Grandma wrote news articles for the Ottumwa paper and the county newspapers. As a widely-sought-out source of local information, she greatly enjoyed the task of keeping tabs on the whereabouts of former Leando, Douds, and Business Corners residents. Mary Fellows kept busy trying to find stray relatives who had broken ties with their families and old friends. Through her efforts school and family reunions were organized, addresses were found, and people were encouraged to return to their roots for these events.

During the Great Depression, my grandfather Theo lost his little farm for awhile and my grandparents were forced to live in Batavia and Libertyville in Jefferson County for about two years, until they could regain possession of their beloved property. Otherwise, Mary lived her entire life in the vicinity of Douds-Leando.

After completing a new brick home, the Ratcliff family moved from their log cabin two miles southwest of Leando, in 1881. Grandma was the youngest of eight children born to Aaron and Charlotte Ratcliff, and the only one not born in the log cabin. Also unlike other family members, Mary spelled her name Ratcliffe, as she thought it looked prettier when written in her excellent, flowery, penmanship. She won numerous certificates and awards for her Palmer Method of handwriting, and was in constant demand for her entertaining recitation of poems, and theatrical delivery of dramatic readings.

Son of Job and Tamar Ratcliff, Jesse had been born in South Carolina in 1809 and married Rozanna Cozad in 1831. They first left their family and lived in Noblesville, Indiana where Aaron was born in 1842. For his participation in Indian Wars, Jesse received a grant from President Pierce for land in Van Buren County in 1853, and the Ratcliff family arrived to take possession.

On October 5, 1866 Aaron Ratcliff and Charlotte Aldola Angeline Morrison were married in Libertyville, where Charlotte was born in 1843, about five years after her parents of Scottish ancestry came to Iowa Territory. Charlotte attended a log school and grew up across the border in Van Buren County. Once married, the young couple first farmed the hilly countryside south of Leando before eventually building the large brick structure a mile north of Douds. Aaron and his sons later discovered rich deposits of coal on their land and eventually opened the Ratcliff Coal Mines, much to the chagrin of Charlotte, my grandmother, and her sisters, all of whom wanted the rolling, green pastures left undisturbed.

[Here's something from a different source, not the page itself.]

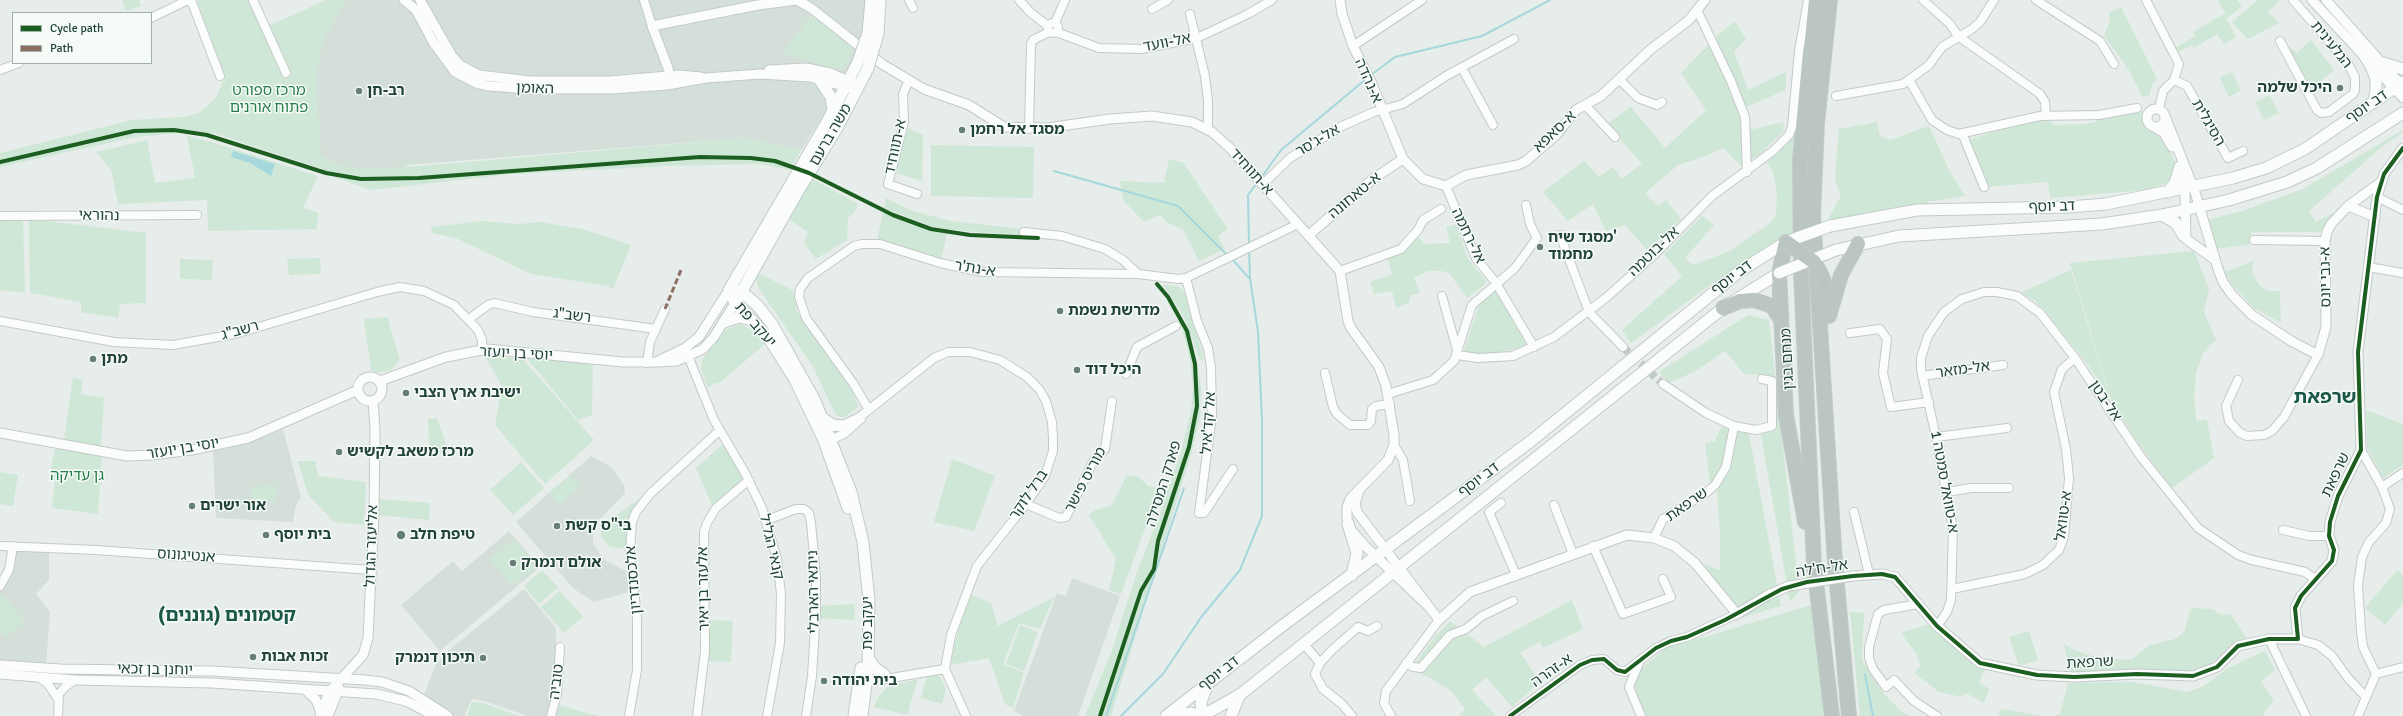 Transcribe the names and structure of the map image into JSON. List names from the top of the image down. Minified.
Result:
{"streets":{"highway":["מנחם בגין"],"main road":["דב יוסף","משה ברעם","יעקב פת"],"street":["אל-וועד","הגלעינית","א-נהדה","האומן","הסיגלית","א-סאפא","אל-ג'סר","א-תווחיד","א-טאחונה","נהוראי","אל-רחמה","אל-בוטמה","א-נת'ר","א-נבי יונס","רשב\"ג","יוסי בן יועזר","אל-מזאר","אל-בטן","אל קד'איל","שרפאת","מוריס פישר","א-טוואל סמטה 1","ברל לוקר","א-טוואל","אליעזר הגדול","קנאי הגליל","אנטיגונוס","אל-ח'לה","אלכסנדריון","אלעזר בן יאיר","ניתאי הארבלי","יוחנן בן זכאי","א-זהרה","טוביה"],"cycle path":["פארק המסילה"]},"crossings":[["א-נהדה","אל-ג'סר"],["א-נהדה","א-טאחונה"],["האומן","משה ברעם"],["א-סאפא","אל-רחמה"],["משה ברעם","יעקב פת"],["משה ברעם","יוסי בן יועזר"],["אל-ג'סר","א-תווחיד"],["א-תווחיד","א-טאחונה"],["א-תווחיד","א-נת'ר"],["אל-רחמה","אל-בוטמה"],["א-נת'ר","אל קד'איל"],["א-נת'ר","ברל לוקר"],["א-נבי יונס","שרפאת"],["רשב\"ג","יוסי בן יועזר"],["יעקב פת","יוסי בן יועזר"],["יעקב פת","ברל לוקר"],["יוסי בן יועזר","אליעזר הגדול"],["יוסי בן יועזר","קנאי הגליל"],["אל-מזאר","אל-בטן"],["אל-מזאר","א-טוואל סמטה 1"],["אל-בטן","שרפאת"],["אל-בטן","א-טוואל סמטה 1"],["אל-בטן","א-טוואל"],["שרפאת","אל-ח'לה"],["מוריס פישר","ברל לוקר"],["א-טוואל סמטה 1","א-טוואל"],["אליעזר הגדול","אנטיגונוס"],["אליעזר הגדול","יוחנן בן זכאי"],["קנאי הגליל","אלכסנדריון"],["קנאי הגליל","אלעזר בן יאיר"],["קנאי הגליל","ניתאי הארבלי"],["אל-ח'לה","א-זהרה"]],"districts":["שרפאת","קטמונים (גוננים)"],"parks":["מרכז ספורט פתוח אורנים","גן עדיקה"],"places":["היכל שלמה","רב-חן","מסגד אל רחמן","מסגד שיח' מחמוד","מדרשת נשמת","מתן","היכל דוד","ישיבת ארץ הצבי","מרכז משאב לקשיש","אור ישרים","בי\"ס קשת","בית יוסף","טיפת חלב","אולם דנמרק","זכות אבות","תיכון דנמרק","בית יהודה"],"legend":["Cycle path","Path"]} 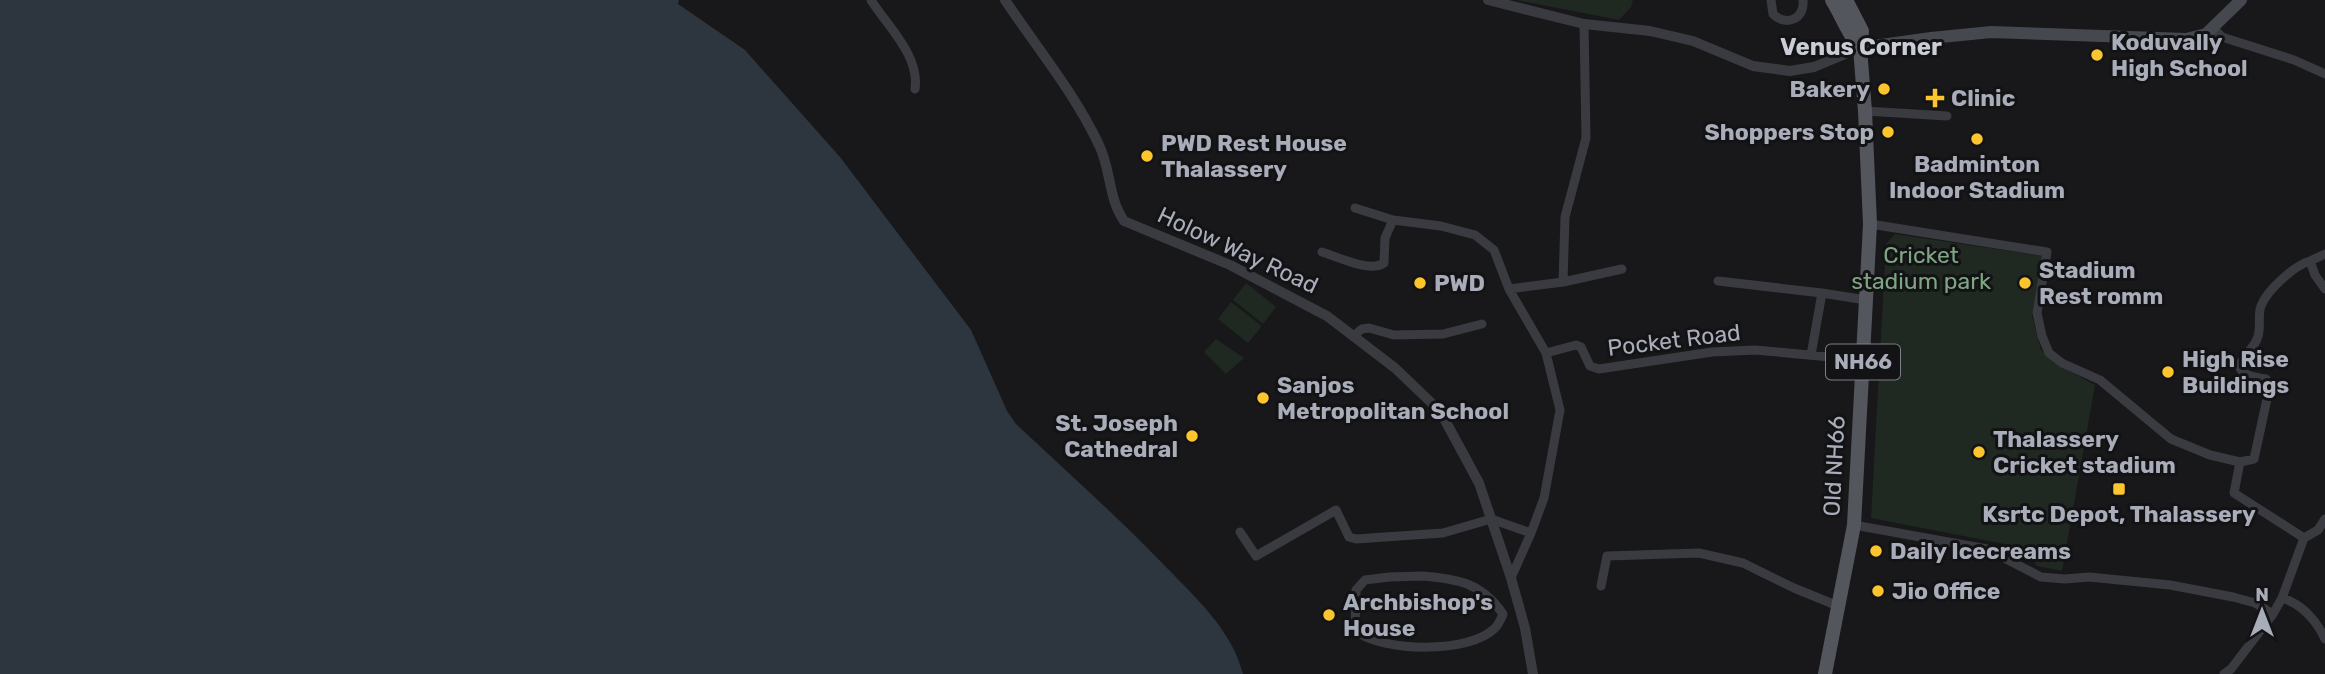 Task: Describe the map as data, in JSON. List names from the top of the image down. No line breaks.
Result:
{"streets":{"main road":["NH66","Old NH66"],"street":["Holow Way Road","Pocket Road"]},"crossings":[["Pocket Road","Old NH66"]],"districts":["Venus Corner"],"parks":["Cricket stadium park"],"places":{"other":["Koduvally High School","Bakery","Shoppers Stop","Badminton Indoor Stadium","PWD Rest House Thalassery","PWD","Stadium Rest romm","High Rise Buildings","Sanjos Metropolitan School","St. Joseph Cathedral","Thalassery Cricket stadium","Daily Icecreams","Jio Office","Archbishop's House"],"health":["Clinic"],"transit":["Ksrtc Depot, Thalassery"]},"north":"top"}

As a well-decorated Civil War hero, Aaron loved to display his medals and tell stories of the dangerous episodes he was involved in, always praising Abraham Lincoln, the man he admired to the point of taking from him the name "Link" as a middle name. His wife, known as "Lottie," called him "Linky."

Charlotte became somewhat of a local historian and eventually wrote for area newspapers under the penname "Old Timer." The tales she wrote included her thoughts and remembrances woven into a micro-history of her family, and the Iowa region of the world she cherished and called her own.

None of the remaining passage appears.